Friday, December 20, 1996

A Christmas Fantasy: The real Drummerboy story

(Published in Lavender Magazine, Issue #41, December 20, 1996)

Many, many years ago, in a land far away, there was a young drummerboy named Willie. Willie played his drum at the temple, where he accompanied the temple dancers. He loved drumming, and he also loved the leather harness that he wore to carry the drum. It had been a gift from his Daddy, who had made it especially for him. He loved the harness so much that sometimes he wore it even when he wasn’t playing drums. His Daddy had a harness too (even though he didn’t play drums at all) and most of their other friends had harnesses and other leather clothing as well.

Playing the drum at the temple didn’t pay very well, but Willie didn’t mind. Shortly after he had attained manhood and left his parents’ house he had started living with his Daddy, an older gentleman who made a good living as a successful astrologer.

One winter night, Willie and his Daddy were lying in bed, cradled in each other’s arms. Willie, feeling very contented, looked out the window at the starry sky. Suddenly he saw one star grow brighter and brighter, until it blazed with a radiance he had never seen before. As he drifted off to sleep holding his Daddy, he thought to himself that the star could have symbolized the love he and his Daddy shared.

The next day Willie had just finished playing his drum when his Daddy suddenly appeared at the temple. “Willie, take your drum and come with me,” said his Daddy. “We’re going on a long journey.” The King had seen the same star that Willie and his Daddy had seen the night before, and had asked his Daddy’s company (Weisman, Weisman and Weisman Astrological Consultants P.A.) to investigate it.

Day and night, the star continued to blaze in the sky as Willie, his Daddy and his Daddy’s two partners followed it for twelve days. Finally, it led them to a tiny stable behind an inn in an obscure village. In the stable, among the animals and the stablehands, there was a young woman, Mary, sitting on a bale of hay nursing a baby! Willie had never seen such a sight before. But what was even more incredible was that his Daddy and his Daddy’s partners knelt down before the mother and child and presented them with rare and precious gifts. Willie didn’t understand at all what was happening.

Willie’s Daddy, seeing the look of puzzlement on his face, took him aside. He explained that he and his partners had all had a dream telling them that this child was the long-awaited Hebrew Moshiac, or Messiah, who was born to remind all people everywhere of the common humanity they share.

Willie was amazed to hear this. He understood how important this was, and he felt both honored to be in the presence of this child and ashamed that he had no gift to bring, as his Daddy had. He went over to Mary intending to apologize. But before he could say anything, Mary spoke to him. “Thank you for coming here, Willie. You honor my child with your presence. Your Daddy told me all about you.” “He did?” Willie suddenly felt uneasy; many people in that time didn’t approve of Daddy/boy relationships, or people who wore harnesses even when they didn’t need to. Mary, who was wise beyond her years, sensed his discomfort and said, “Yes, and don’t you ever worry or feel ashamed of who you are. You have every right to be part of this holy event; you are just as much a brother to this child as is any other person.

“This child was born to be brother and friend to everyone in the whole world, in each and every tribe. I know your tribe is working on brotherhood and sisterhood in your own way. You have an idea of what brotherhood and sisterhood are all about; many people in this world don’t.”

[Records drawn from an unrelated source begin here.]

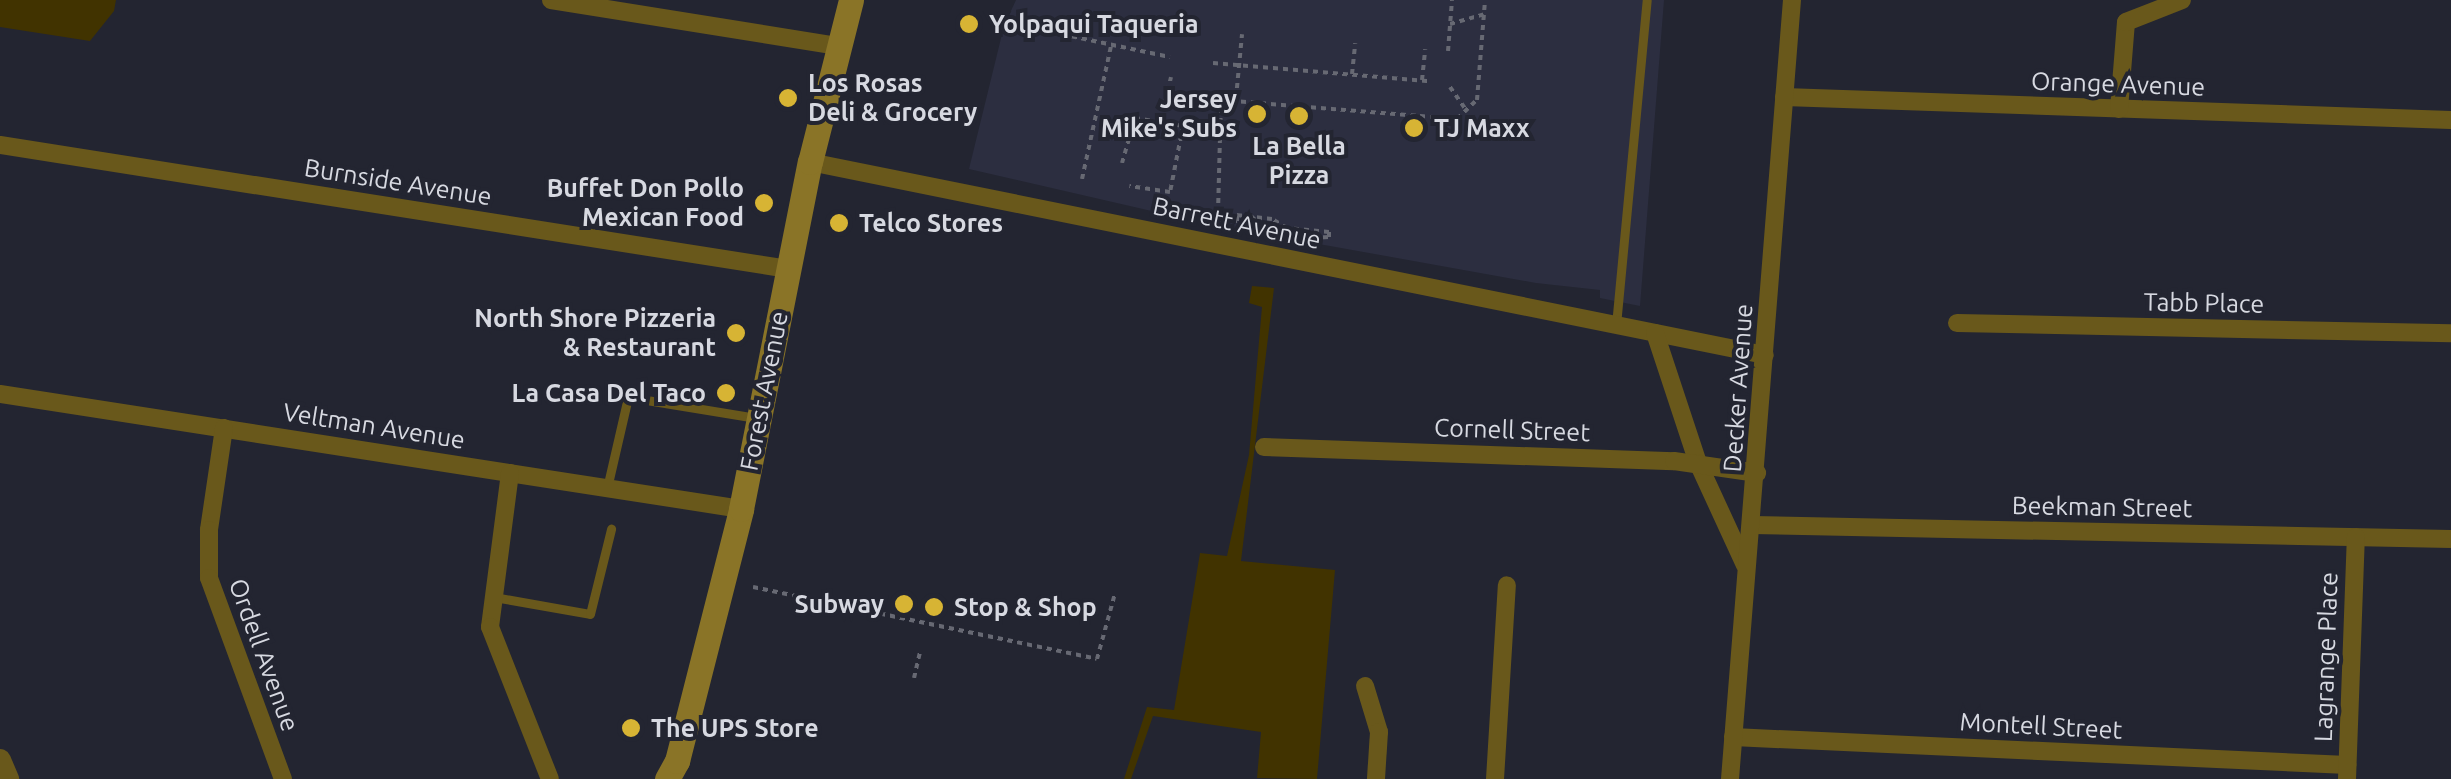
<!DOCTYPE html>
<style>
body{margin:0}
#map{position:relative;width:2451px;height:779px;overflow:hidden;background:#232531;font-family:Ubuntu,sans-serif}
div>[style]{position:absolute}
[style*='--x']{left:calc(var(--x)*1px);top:calc(var(--y)*1px);width:calc(var(--w)*1px);rotate:calc(var(--a)*1deg)}
.built>*{inset:0;background:#2c2e40}
.green>*{inset:0;background:#413300}
.path>*{height:4px;margin-top:-2px;transform-origin:0;background:repeating-linear-gradient(90deg,#676973 0 5px,transparent 0 10px)}
.service>*{height:9px;margin:-4.5px;padding:0 4.5px;transform-origin:4.5px;border-radius:4.5px;background:#69581b}
.minor>*{height:18px;margin:-9px;padding:0 9px;transform-origin:9px;border-radius:9px;background:#69581b}
.tertiary>*{height:22px;margin:-11px;padding:0 11px;transform-origin:11px;border-radius:11px;background:#69581b}
.secondary>*{height:25px;margin:-12.5px;padding:0 12.5px;transform-origin:12.5px;border-radius:12.5px;background:#8a7427}
.dots>*{width:28px;height:28px;translate:-50% -50%;box-sizing:border-box;border:5px solid #232531;border-radius:50%}
span{translate:-50% -50%;white-space:nowrap;text-align:center;line-height:1.15;-webkit-text-stroke:8px #232531;paint-order:stroke}
.poi-label{font-size:25px;color:#d7d9e1;font-weight:700}
.left{translate:0 -50%;text-align:left}
.right{translate:-100% -50%;text-align:right}
.street-label{font-size:25px;color:#d7d9e1}
</style>
<div id="map">
<div class="built">
<div style="clip-path:polygon(1016px 0,1664px 0,1640px 306px,1600px 298px,1600px 290px,1536px 283px,1208px 224px,969px 169px,1004px 26px)"></div>
</div>
<div class="green">
<div style="clip-path:polygon(0 0,116px 0,114px 11px,90px 41px,0 27px)"></div>
<div style="clip-path:polygon(1252px 286px,1274px 288px,1241px 561px,1335px 570px,1317px 779px,1257px 778px,1261px 732px,1153px 716px,1131px 779px,1124px 779px,1147px 707px,1174px 710px,1200px 553px,1227px 556px,1249px 455px,1262px 307px,1249px 303px)"></div>
</div>
<div class="path">
<div style="--x:1450;--y:24;--w:35;--a:-16"></div>
<div style="--x:1023;--y:26;--w:150;--a:11.9"></div>
<div style="--x:1448;--y:51;--w:51;--a:-85.5"></div>
<div style="--x:1213;--y:63;--w:217;--a:4.8"></div>
<div style="--x:1352;--y:74;--w:31;--a:-84"></div>
<div style="--x:1422;--y:80;--w:31;--a:-84"></div>
<div style="--x:1450;--y:87;--w:29;--a:55"></div>
<div style="--x:1236;--y:98;--w:64;--a:-84.6"></div>
<div style="--x:1161;--y:120;--w:44;--a:-76.9"></div>
<div style="--x:1122;--y:163;--w:47;--a:-73.9"></div>
<div style="--x:1135;--y:118;--w:49;--a:9.5"></div>
<div style="--x:1183;--y:126;--w:67;--a:101.1"></div>
<div style="--x:1170;--y:192;--w:41;--a:-171.7"></div>
<div style="--x:1082;--y:179;--w:136;--a:-77.7"></div>
<div style="--x:1251;--y:216;--w:28;--a:44"></div>
<div style="--x:1206;--y:226;--w:6;--a:-90"></div>
<div style="--x:1206;--y:220;--w:31;--a:2"></div>
<div style="--x:1237;--y:221;--w:5;--a:-90"></div>
<div style="--x:1293;--y:239;--w:36;--a:-3"></div>
<div style="--x:1329;--y:237;--w:5;--a:-90"></div>
<div style="--x:1329;--y:232;--w:42;--a:-174.6"></div>
<div style="--x:1287;--y:228;--w:17;--a:-149"></div>
<div style="--x:1272;--y:219;--w:54;--a:-173.7"></div>
<div style="--x:1218;--y:213;--w:113;--a:-88.5"></div>
<div style="--x:1221;--y:100;--w:237;--a:4.6"></div>
<div style="--x:1457;--y:119;--w:28;--a:-44"></div>
<div style="--x:1477;--y:100;--w:100;--a:-85.4"></div>
<div style="--x:753;--y:587;--w:351;--a:11.8"></div>
<div style="--x:1097;--y:659;--w:68;--a:-74.7"></div>
<div style="--x:914;--y:678;--w:27;--a:-77"></div>
</div>
<div class="service">
<div style="--x:1616;--y:325;--w:326;--a:-84.6"></div>
<div style="--x:607;--y:488;--w:93;--a:-77"></div>
<div style="--x:628;--y:397;--w:130;--a:9.3"></div>
<div style="--x:494;--y:597;--w:97;--a:10"></div>
<div style="--x:590;--y:614;--w:88;--a:-76.1"></div>
</div>
<div class="minor">
<div style="--x:551;--y:0;--w:291;--a:9.1"></div>
<div style="--x:1784;--y:97;--w:667;--a:1.97"></div>
<div style="--x:2119;--y:109;--w:87;--a:-85.4"></div>
<div style="--x:2126;--y:22;--w:60;--a:-21.4"></div>
<div style="--x:0;--y:145;--w:798;--a:8.94"></div>
<div style="--x:810;--y:162;--w:974;--a:11.43"></div>
<div style="--x:1957;--y:323;--w:494;--a:1.2"></div>
<div style="--x:1655;--y:333;--w:137;--a:71.7"></div>
<div style="--x:1698;--y:463;--w:112;--a:65.3"></div>
<div style="--x:0;--y:394;--w:750;--a:8.82"></div>
<div style="--x:224;--y:428;--w:103;--a:98.4"></div>
<div style="--x:209;--y:530;--w:48;--a:90"></div>
<div style="--x:209;--y:578;--w:214;--a:69.8"></div>
<div style="--x:1264;--y:447;--w:410;--a:2"></div>
<div style="--x:1674;--y:461;--w:84;--a:8.2"></div>
<div style="--x:510;--y:473;--w:155;--a:97.4"></div>
<div style="--x:490;--y:627;--w:163;--a:68.5"></div>
<div style="--x:1752;--y:525;--w:699;--a:1.15"></div>
<div style="--x:1365;--y:686;--w:48;--a:73.1"></div>
<div style="--x:1379;--y:732;--w:47;--a:93.7"></div>
<div style="--x:1733;--y:737;--w:615;--a:2.61"></div>
<div style="--x:1495;--y:779;--w:194;--a:-86.5"></div>
<div style="--x:1730;--y:779;--w:781;--a:-85.45"></div>
<div style="--x:2347;--y:779;--w:242;--a:-87.9"></div>
</div>
<div class="tertiary">
<div style="--x:0;--y:760;--w:21;--a:67"></div>
</div>
<div class="secondary">
<div style="--x:667;--y:779;--w:21;--a:-61"></div>
<div style="--x:677;--y:761;--w:260;--a:-75.7"></div>
<div style="--x:741;--y:509;--w:354;--a:-78.8"></div>
<div style="--x:810;--y:162;--w:167;--a:-75.8"></div>
</div>
<div class="dots">
<div style="left:969px;top:24px;background:#d7b434"></div>
<div style="left:788px;top:98px;background:#d7b434"></div>
<div style="left:1257px;top:114px;background:#d7b434"></div>
<div style="left:1299px;top:116px;background:#d7b434"></div>
<div style="left:1414px;top:128px;background:#d7b434"></div>
<div style="left:764px;top:203px;background:#d7b434"></div>
<div style="left:839px;top:223px;background:#d7b434"></div>
<div style="left:736px;top:333px;background:#d7b434"></div>
<div style="left:726px;top:393px;background:#d7b434"></div>
<div style="left:904px;top:604px;background:#d7b434"></div>
<div style="left:934px;top:607px;background:#d7b434"></div>
<div style="left:631px;top:728px;background:#d7b434"></div>
</div>
<div class="poi-label">
<span class="left" style="left:989px;top:24px">Yolpaqui Taqueria</span>
<span class="left" style="left:808px;top:98px">Los Rosas<br>Deli &amp; Grocery</span>
<span class="right" style="left:1237px;top:114px">Jersey<br>Mike's Subs</span>
<span class="left" style="left:1434px;top:128px">TJ Maxx</span>
<span style="left:1299px;top:161px">La Bella<br>Pizza</span>
<span class="right" style="left:744px;top:203px">Buffet Don Pollo<br>Mexican Food</span>
<span class="left" style="left:859px;top:223px">Telco Stores</span>
<span class="right" style="left:716px;top:333px">North Shore Pizzeria<br>&amp; Restaurant</span>
<span class="right" style="left:706px;top:393px">La Casa Del Taco</span>
<span class="right" style="left:884px;top:604px">Subway</span>
<span class="left" style="left:954px;top:607px">Stop &amp; Shop</span>
<span class="left" style="left:651px;top:728px">The UPS Store</span>
</div>
<div class="street-label">
<span style="left:2118px;top:84px;rotate:2deg">Orange Avenue</span>
<span style="left:398px;top:182px;rotate:9deg">Burnside Avenue</span>
<span style="left:1237px;top:223px;rotate:12deg">Barrett Avenue</span>
<span style="left:2204px;top:303px;rotate:1deg">Tabb Place</span>
<span style="left:1738px;top:388px;rotate:-86deg">Decker Avenue</span>
<span style="left:764px;top:391px;rotate:-79deg">Forest Avenue</span>
<span style="left:374px;top:426px;rotate:9deg">Veltman Avenue</span>
<span style="left:1512px;top:430px;rotate:2deg">Cornell Street</span>
<span style="left:2102px;top:507px;rotate:1deg">Beekman Street</span>
<span style="left:264px;top:655px;rotate:70deg">Ordell Avenue</span>
<span style="left:2326px;top:657px;rotate:-88deg">Lagrange Place</span>
<span style="left:2041px;top:726px;rotate:3deg">Montell Street</span>
</div>
</div>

Willie listened, fascinated, as Mary foretold some of the events in the life of her child, Jesus. He would never condemn anyone, and in fact would associate with many classes of people whom the rest of society at the time considered untouchable. History would never record whether Jesus ever married or had children. But it would record that he had many followers, including a disciple named John who would be enigmatically referred to as “the disciple Jesus loved”; scholars would argue for centuries over the exact meaning of that phrase. And they would argue over whether or not Jesus was, in fact, Moshiac. What they wouldn’t argue about was that Jesus was destined to play the most famous crucifixion scene in history.

Willie found himself lost in the wonder of Mary’s predictions. Suddenly, he remembered what he had intended to tell her: “I’m sorry I have no gift to give your son.” As he said this, an idea came to him: “Perhaps I can play my drum for him, like I do in the temple.” Mary nodded and said, “I think that would be lovely.”

As his Daddy listened with pride, Willie played his drum softly, gently and skillfully, tapping into the primal rhythms of the wind, sky, ocean, birds and animals. As he played, Mary swayed and rocked Jesus gently to the rhythm of the drum.

As they left the stable, Willie turned to his Daddy and said, “Daddy, I think we just saw something very special.” “Yes,” said his Daddy, “I think we did.”